Further, it appears that the proposed regulations will require school clinics/health care providers to maintain a designated privacy official and a contact person, to document compliance with the regulation's policies and procedures, and to permit access by the Secretary of HHS. We question whether school-based clinics/health care providers should have to comply with the ancillary requirements when the substantive provisions do not apply.
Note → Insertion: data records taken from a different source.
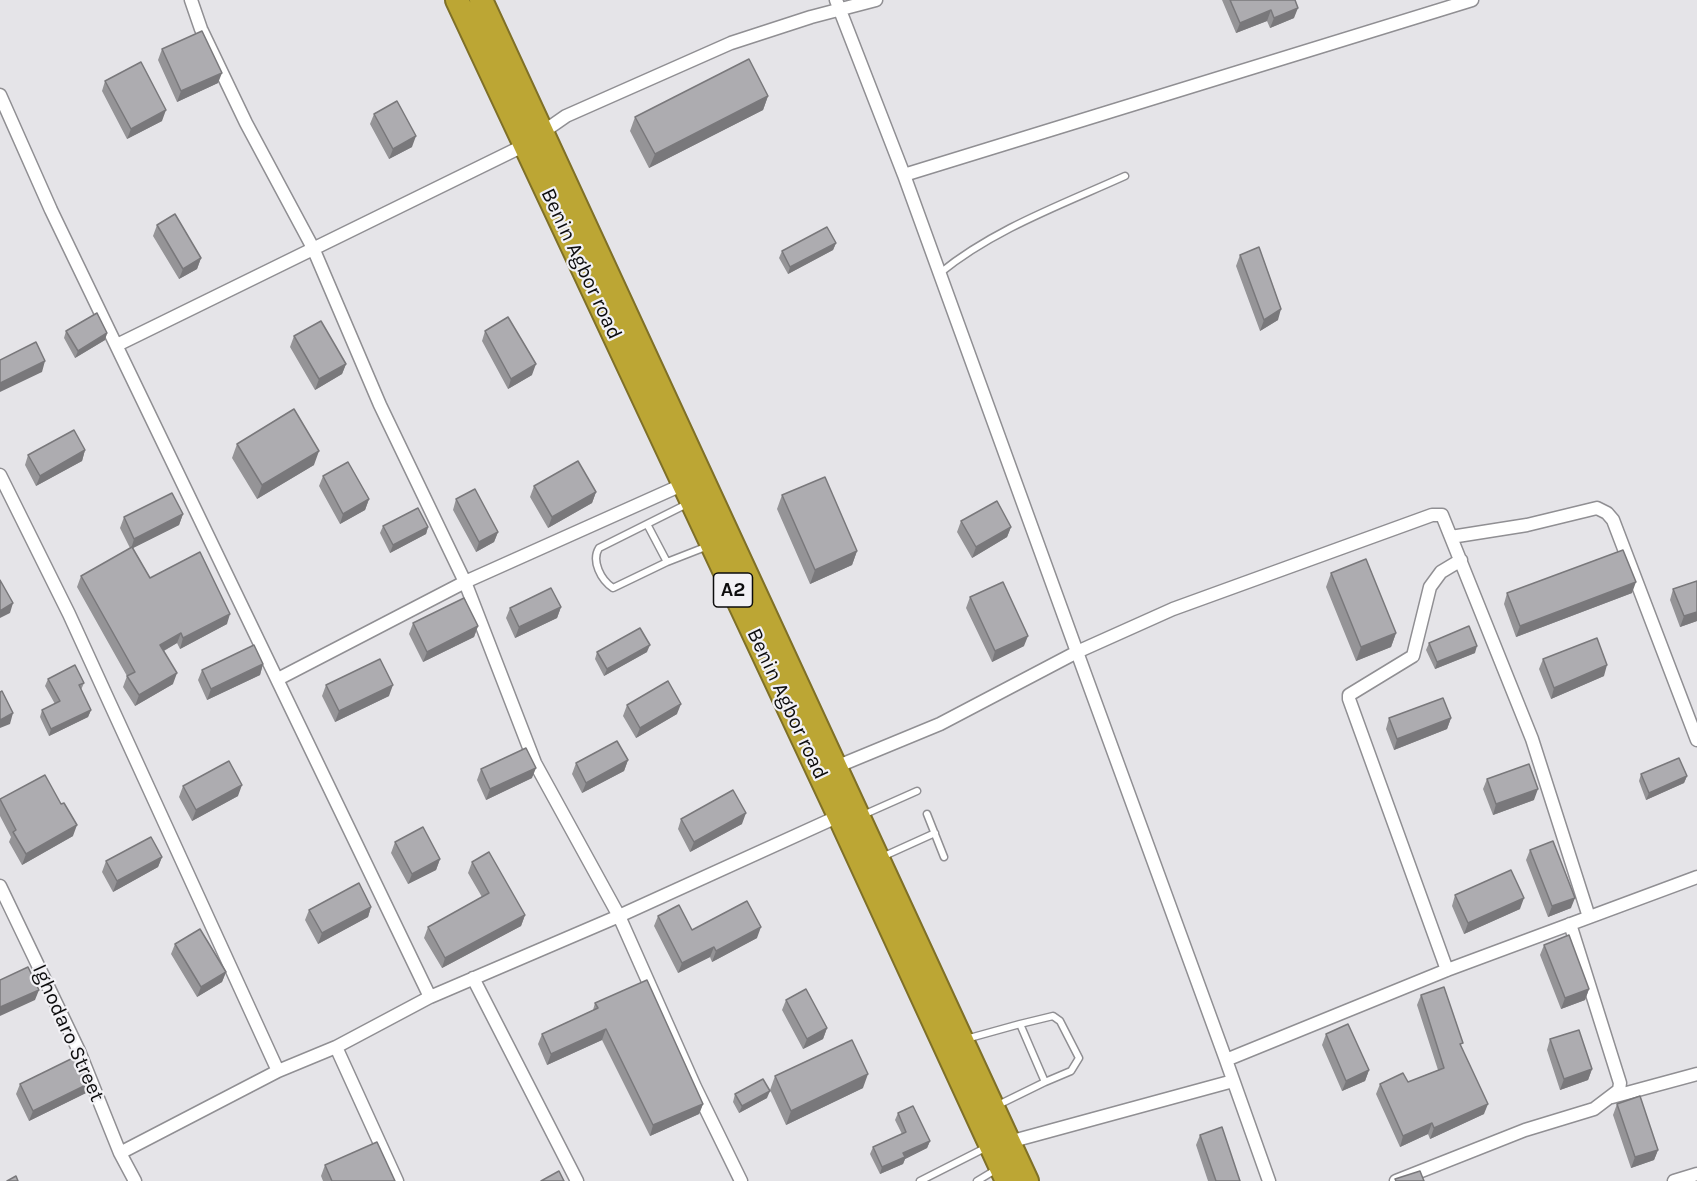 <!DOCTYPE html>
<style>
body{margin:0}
canvas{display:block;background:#e5e4e8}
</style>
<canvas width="1697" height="1181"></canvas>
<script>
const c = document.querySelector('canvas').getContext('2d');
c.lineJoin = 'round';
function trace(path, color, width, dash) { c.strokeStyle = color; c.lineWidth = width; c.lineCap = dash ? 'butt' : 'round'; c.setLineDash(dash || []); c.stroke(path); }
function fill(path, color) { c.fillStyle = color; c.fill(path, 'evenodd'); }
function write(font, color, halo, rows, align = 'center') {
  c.font = font + ' Karla,sans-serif'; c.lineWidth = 4.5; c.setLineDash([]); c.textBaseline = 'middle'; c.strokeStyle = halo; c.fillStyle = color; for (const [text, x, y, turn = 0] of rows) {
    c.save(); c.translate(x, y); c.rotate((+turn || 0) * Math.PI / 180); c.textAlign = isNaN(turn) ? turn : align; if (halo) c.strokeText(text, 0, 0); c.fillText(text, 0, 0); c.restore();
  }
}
const lane = new Path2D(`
 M940,273C994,229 1061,205 1125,176
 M689,503L647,524L667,562L708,546
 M647,524L599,548C591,561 601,580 613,588L667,562
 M927,814L944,857
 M863,815L917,791
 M882,857L935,833
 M1020,1024L1053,1016L1060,1021L1079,1058L1071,1071L1045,1082
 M966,1039L1020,1024L1045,1082L996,1106
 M920,1181L987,1147
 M977,1181L997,1169`);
const street = new Path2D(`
 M191,0L201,29L246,123L313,248L380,405L465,582L535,763L619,916L695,1087L741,1181
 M836,0L904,175L1077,652L1173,609L1432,515H1442L1532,739L1589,917
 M0,95L51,210L430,997
 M543,132L566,116L731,43L811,17L876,0
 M904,175L1472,0
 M117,345L525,145
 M0,475L69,614L278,1071
 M1451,537L1527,525L1597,508L1607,513L1613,520L1697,740
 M278,679L465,582L684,484
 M831,769L940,724L1077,652L1226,1060
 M0,886L79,1051L120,1153L135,1181
 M1447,970L1349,699V695L1413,656L1430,587L1441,572L1461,560
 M473,978L577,1181
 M336,1047L397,1181
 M1612,1097L1697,1074
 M1009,1142L1233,1081
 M120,1153L278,1071L336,1047L430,997L619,916L839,816
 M1269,1181L1226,1060L1447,970L1697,877
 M1396,1181L1525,1130L1594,1109L1619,1090L1620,1083L1570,924
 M1674,1181L1697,1174`);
const highway = new Path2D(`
 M457,0L839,816L1007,1181
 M481,0L1027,1181`);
const wall = new Path2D(`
 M1222,0H1295L1294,18L1270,28L1267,21L1236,33Z
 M162,49L218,83L177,102L158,60Z
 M105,81L162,121L127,139L102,91Z
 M768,96L763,110L649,168L630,131L635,117Z
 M374,114L412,147L389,159L370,124Z
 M157,225L201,258L197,269L179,279L153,236Z
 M836,243L833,250L788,274L779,258L782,251Z
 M1240,255L1278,320L1260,331L1236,266Z
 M66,331L107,333L105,340L75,358L64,338Z
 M485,331L532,375L508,389L482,341Z
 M294,336L346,364L342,374L315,390L290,347Z
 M237,444L314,465L257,499L232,458Z
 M85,450L82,461L36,486L25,465L28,455Z
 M323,476L369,499L365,510L340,524L319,486Z
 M534,486L596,492L592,503L548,528L530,497Z
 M782,495L857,551L852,565L810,584L777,509Z
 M456,499L498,532L494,542L476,552L453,510Z
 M183,514L179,525L133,548L150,578L227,624L180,649L177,643L164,651L173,684L135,706L123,687L127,676L77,587L81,576L130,548L120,528L124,517Z
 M961,521L1011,527L1007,537L972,558L957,532Z
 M383,526L428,527L426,534L390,553L380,533Z
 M1331,573L1396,633L1391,647L1356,661L1326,587Z
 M1697,581V621L1680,627L1670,600L1673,589Z
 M1507,593H1632L1516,637L1504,604Z
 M970,597L1024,646L992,662L966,608Z
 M561,607L557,618L515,638L506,618L510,608Z
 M413,623L478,626L474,637L423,662L409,634Z
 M1429,643L1475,653L1435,669L1426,650Z
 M597,652H647L604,676L595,659Z
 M1543,659L1604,676L1551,699L1539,669Z
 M263,664L260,675L207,700L198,680L202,670Z
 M48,679L84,683L81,690L91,710L88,717L49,736L40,717L42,710L55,704L45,686Z
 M326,685L389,696L335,722L322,696Z
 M627,705L677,714L636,738L623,716Z
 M1389,718H1451L1447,729L1394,750L1386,729Z
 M628,760L624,771L582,793L572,774L576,763Z
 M481,769L532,778L486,800L477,780Z
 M1641,774L1687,776L1684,783L1646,800L1639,781Z
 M1487,779L1534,800L1493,815L1483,789Z
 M183,786L238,796L192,821L179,797Z
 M0,799L73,836L22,865L9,842L11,837L0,816Z
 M681,819L742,824L690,852L678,829Z
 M395,842L440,859L436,870L408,884L391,853Z
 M1530,850L1571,908L1548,917L1526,860Z
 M162,857L158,867L113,892L102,872L106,861Z
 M472,862L525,915L521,926L442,968L424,938L428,927L482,897L468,873Z
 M1455,895L1520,909L1464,934L1452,906Z
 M371,907L368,917L318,944L305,920L309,910Z
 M658,916L692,930L757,938L712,962L710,957L678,973L654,926Z
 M175,944L226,972L222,982L197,997L171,954Z
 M1544,945L1589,989L1585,1000L1561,1009L1540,955Z
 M1421,995L1461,1048L1484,1114L1430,1139L1428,1134L1400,1147L1376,1094L1380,1084L1408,1082L1438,1070L1417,1005Z
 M786,1000L827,1028L823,1039L803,1049L782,1010Z
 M595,1003L703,1104L699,1114L650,1136L602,1040L547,1065L538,1044L542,1034L593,1010Z
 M1326,1034L1369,1070L1365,1081L1342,1091L1322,1045Z
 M1550,1039L1592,1069L1588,1080L1560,1090L1547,1050Z
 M775,1076L863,1088L786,1125L770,1090Z
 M90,1083L86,1093L29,1121L16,1094L20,1084Z
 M735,1094L767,1098L739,1113L733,1102Z
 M1617,1104L1658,1150L1654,1160L1631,1168L1613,1115Z
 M898,1113L930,1141L927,1148L905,1159L903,1164L880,1174L870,1154L873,1147L902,1134L895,1120Z
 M1200,1135L1240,1181H1208L1196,1145Z
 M325,1165L395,1181H323L321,1176Z`);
const shadedWall = new Path2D(`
 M1298,8L1294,18L1270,28L1274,18Z
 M1271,10L1267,21L1236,33L1240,23Z
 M222,73L218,83L177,102L181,91Z
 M768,96L763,110L649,168L655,154Z
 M166,110L162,121L127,139L131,129Z
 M416,136L412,147L389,159L393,149Z
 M836,243L833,250L788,274L790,267Z
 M201,258L197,269L179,279L183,269Z
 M1281,309L1278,320L1260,331L1264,320Z
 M107,333L105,340L75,358L78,351Z
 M45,361L42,372L0,392V383Z
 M346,364L342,374L315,390L319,379Z
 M536,364L532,375L508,389L511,379Z
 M85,450L82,461L36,486L40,476Z
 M319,451L314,465L257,499L262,485Z
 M596,492L592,503L548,528L552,517Z
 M369,499L365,510L340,524L343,514Z
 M183,514L179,525L131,549L134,539Z
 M428,527L426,534L390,553L393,545Z
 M1011,527L1007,537L972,558L976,547Z
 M498,532L494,542L476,552L479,542Z
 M857,551L852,565L810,584L815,570Z
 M1636,582L1632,593L1516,637L1520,626Z
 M13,603L10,613L0,618V611Z
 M561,607L557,618L515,638L519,627Z
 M1697,612V621L1680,627L1684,616Z
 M230,614L227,624L180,649L183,638Z
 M478,626L474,637L423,662L427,652Z
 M181,633L177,643L156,655L160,645Z
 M1396,633L1391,647L1356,661L1361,647Z
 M1028,636L1024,646L992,662L995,651Z
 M650,645L647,652L604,676L607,669Z
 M1477,646L1475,653L1435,669L1437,662Z
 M263,664L260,675L207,700L211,689Z
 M1607,665L1604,676L1551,699L1554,688Z
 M177,673L173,684L135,706L139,695Z
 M393,685L389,696L335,722L339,711Z
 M681,704L677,714L636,738L640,728Z
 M91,710L88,717L49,736L51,729Z
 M13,713L10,724L0,728V720Z
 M1451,718L1447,729L1394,750L1397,739Z
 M628,760L624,771L582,793L586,783Z
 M536,768L532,778L486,800L490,789Z
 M1687,776L1684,783L1646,800L1649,793Z
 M242,785L238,796L192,821L196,810Z
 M1538,789L1534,800L1493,815L1496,804Z
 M746,813L742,824L690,852L694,842Z
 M77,825L73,836L22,865L26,854Z
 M162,857L158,867L113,892L117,881Z
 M440,859L436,870L408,884L412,874Z
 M1524,898L1520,909L1464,934L1468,923Z
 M1575,898L1571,908L1548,917L1552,906Z
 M371,907L368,917L318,944L322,933Z
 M525,915L521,926L442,968L445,958Z
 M761,927L757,938L712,962L716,951Z
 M714,947L710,957L678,973L682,963Z
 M226,972L222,982L197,997L201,987Z
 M1589,989L1585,1000L1561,1009L1565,998Z
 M39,990L35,1000L0,1016V1007Z
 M827,1028L823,1039L803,1049L807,1039Z
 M606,1029L602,1040L547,1065L551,1054Z
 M1592,1069L1588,1080L1560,1090L1564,1079Z
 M1369,1070L1365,1081L1342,1091L1346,1081Z
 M868,1074L863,1088L786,1125L791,1111Z
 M90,1083L86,1093L29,1121L33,1111Z
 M770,1091L767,1098L739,1113L742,1106Z
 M703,1104L699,1114L650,1136L653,1125Z
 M1488,1104L1484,1114L1430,1139L1434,1128Z
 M1432,1123L1428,1134L1400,1147L1403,1136Z
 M930,1141L927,1148L905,1159L903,1164L880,1174L882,1167L903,1153Z
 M1658,1150L1654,1160L1631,1168L1635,1157Z`);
const building = new Path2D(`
 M1230,0H1295L1298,8L1274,18L1271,10L1240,23Z
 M202,31L222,73L181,91L162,49Z
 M749,59L768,96L655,154L635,117Z
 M141,62L166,110L131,129L105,81Z
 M397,101L416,136L393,149L374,114Z
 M175,214L201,258L183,269L157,225Z
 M827,227L836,243L790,267L782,251Z
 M1259,247L1281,309L1264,320L1240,255Z
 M97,313L107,333L78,351L66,331Z
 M508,317L536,364L511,379L485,331Z
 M321,321L346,364L319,379L294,336Z
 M36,342L45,361L0,383V360Z
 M294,409L319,451L262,485L237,444Z
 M74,430L85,450L40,476L28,455Z
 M578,461L596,492L552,517L534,486Z
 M348,462L369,499L343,514L323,476Z
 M825,477L857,551L815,570L782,495Z
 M475,489L498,532L479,542L456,499Z
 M172,493L183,514L134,539L124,517Z
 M997,501L1011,527L976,547L961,521Z
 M418,508L428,527L393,545L383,526Z
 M132,547L150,578L200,552L230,614L183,638L181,633L160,645L177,673L139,695L127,676L135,672L81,576Z
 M1623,550L1636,582L1520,626L1507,593Z
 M1366,559L1396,633L1361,647L1331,573Z
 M0,580L13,603L0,611Z
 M1697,581V612L1684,616L1673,589Z
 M1003,582L1028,636L995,651L970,597Z
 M551,588L561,607L519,627L510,608Z
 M464,598L478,626L427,652L413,623Z
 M1469,626L1477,646L1437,662L1429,643Z
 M640,628L650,645L607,669L597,652Z
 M1597,638L1607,665L1554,688L1543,659Z
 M254,645L263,664L211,689L202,670Z
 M380,659L393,685L339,711L326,685Z
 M75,665L84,683L79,685L91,710L51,729L42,710L60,701L48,679Z
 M668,681L681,704L640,728L627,705Z
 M2,691L13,713L0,720V692Z
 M1443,698L1451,718L1397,739L1389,718Z
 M617,741L628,760L586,783L576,763Z
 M526,748L536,768L490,789L481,769Z
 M1679,758L1687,776L1649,793L1641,774Z
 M229,761L242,785L196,810L183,786Z
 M1529,764L1538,789L1496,804L1487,779Z
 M45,775L61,804L64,803L77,825L26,854L13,832L16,830L0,799Z
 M733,790L746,813L694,842L681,819Z
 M423,827L440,859L412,874L395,842Z
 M151,837L162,857L117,881L106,861Z
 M1553,841L1575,898L1552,906L1530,850Z
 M489,852L525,915L445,958L428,927L489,893L472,862Z
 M1511,870L1524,898L1468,923L1455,895Z
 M359,883L371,907L322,933L309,910Z
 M747,901L761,927L716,951L714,947L682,963L658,916L679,905L692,930Z
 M200,929L226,972L201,987L175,944Z
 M1569,935L1589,989L1565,998L1544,945Z
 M28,967L39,990L0,1007V980Z
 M647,980L703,1104L653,1125L606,1029L551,1054L542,1034L598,1008L595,1003Z
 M1444,987L1463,1043L1460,1044L1488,1104L1434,1128L1432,1123L1403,1136L1380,1084L1403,1073L1408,1082L1444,1068L1421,995Z
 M806,989L827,1028L807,1039L786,1000Z
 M1348,1024L1369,1070L1346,1081L1326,1034Z
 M1579,1030L1592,1069L1564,1079L1550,1039Z
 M852,1040L868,1074L791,1111L775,1076Z
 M77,1056L90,1083L33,1111L20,1084Z
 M763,1079L770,1091L742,1106L735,1094Z
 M1640,1096L1658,1150L1635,1157L1617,1104Z
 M913,1106L930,1141L903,1153L905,1157L882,1167L873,1147L906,1132L898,1113Z
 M1222,1127L1240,1181H1216L1200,1135Z
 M377,1142L395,1181H332L325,1165Z
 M559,1171L564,1181H541Z
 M1420,1171L1424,1181H1396L1395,1179Z
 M16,1176L18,1181H7Z`);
const shields = [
 [733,590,39]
];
const shieldNames = [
 ["A2",733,590]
];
const streetNames = [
 ["Benin Agbor road",581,264,65],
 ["Benin Agbor road",787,704,65],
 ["Ighodaro Street",68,1033,66]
];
trace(lane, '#908f93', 9);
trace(street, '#908f93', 15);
trace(highway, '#7f7027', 26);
trace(lane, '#fff', 6);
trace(street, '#fff', 12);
trace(highway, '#bca634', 22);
fill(wall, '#959497');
fill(shadedWall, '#79787b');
fill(building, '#adacb0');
trace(building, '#79787b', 1.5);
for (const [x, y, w] of shields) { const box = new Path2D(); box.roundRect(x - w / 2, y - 17, w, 34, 4.5); c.fillStyle = '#f2f1f5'; c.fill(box); trace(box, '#0d0d0e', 1.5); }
write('bold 20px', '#0d0d0e', null, shieldNames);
write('21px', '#0d0d0e', '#f2f1f5', streetNames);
</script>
As such, we suggest that HHS clarify the relationship of this regulation to schools that maintain only records that are excepted from the definition of protected health information and to schools that maintain protected health information, such as records of faculty or staff. We believe that HHS should delete the reference in the preamble to a health clinic or licensed health care professional located at a school or business as being a "health care provider." We also suggest that HHS consider the following: (a) adding language to the preamble to clarify that the regulations do not apply to school clinics or school health care providers that only maintain records that have been excepted from the definition of protected health information; (b) adding an exception to the definition of covered entities for these schools; or, (c) limiting the paperwork requirements for these schools to an attestation that they do not maintain protected health information.

(3) Relationship to Other Federal Laws - We recommend that a reference to the FERPA exception be added to this section (page 59999).

(4) Protected Health Information (section 164.504) - The reference to the Family Educational Right and Privacy Act should be to the Family Educational Rights and Privacy Act.

We appreciate your consideration of these comments.